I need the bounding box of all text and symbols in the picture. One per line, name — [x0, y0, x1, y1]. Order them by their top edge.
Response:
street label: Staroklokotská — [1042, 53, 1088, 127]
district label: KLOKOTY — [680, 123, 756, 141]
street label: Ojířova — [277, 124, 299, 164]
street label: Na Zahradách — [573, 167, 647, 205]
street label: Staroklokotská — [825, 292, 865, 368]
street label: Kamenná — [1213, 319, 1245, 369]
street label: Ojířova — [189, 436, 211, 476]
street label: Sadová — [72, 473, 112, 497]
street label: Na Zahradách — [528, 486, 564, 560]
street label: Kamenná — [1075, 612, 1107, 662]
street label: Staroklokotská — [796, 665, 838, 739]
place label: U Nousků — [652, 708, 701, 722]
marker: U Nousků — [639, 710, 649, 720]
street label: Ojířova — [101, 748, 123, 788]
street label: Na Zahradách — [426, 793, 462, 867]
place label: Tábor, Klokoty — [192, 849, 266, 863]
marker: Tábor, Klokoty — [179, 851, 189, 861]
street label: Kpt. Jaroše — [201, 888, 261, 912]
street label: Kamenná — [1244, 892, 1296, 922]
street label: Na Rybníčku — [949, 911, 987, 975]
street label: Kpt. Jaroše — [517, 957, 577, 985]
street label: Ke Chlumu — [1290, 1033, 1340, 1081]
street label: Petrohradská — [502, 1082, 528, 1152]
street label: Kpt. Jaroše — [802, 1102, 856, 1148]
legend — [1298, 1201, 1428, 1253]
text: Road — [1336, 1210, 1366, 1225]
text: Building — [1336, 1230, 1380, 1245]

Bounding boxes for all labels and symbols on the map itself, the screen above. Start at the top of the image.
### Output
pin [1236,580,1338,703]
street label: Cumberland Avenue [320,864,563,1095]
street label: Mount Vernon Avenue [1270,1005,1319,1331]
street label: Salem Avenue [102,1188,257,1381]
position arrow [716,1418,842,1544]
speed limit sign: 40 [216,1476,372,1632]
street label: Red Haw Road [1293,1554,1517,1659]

------------------------------

### TASK INSTRUCTIONS
Go over the data above and copy every line that has the word "symbols" in it.

### YOUR RESPONSE
I need the bounding box of all text and symbols in the picture. One per line, name — [x0, y0, x1, y1]. Order them by their top edge.
Bounding boxes for all labels and symbols on the map itself, the screen above. Start at the top of the image.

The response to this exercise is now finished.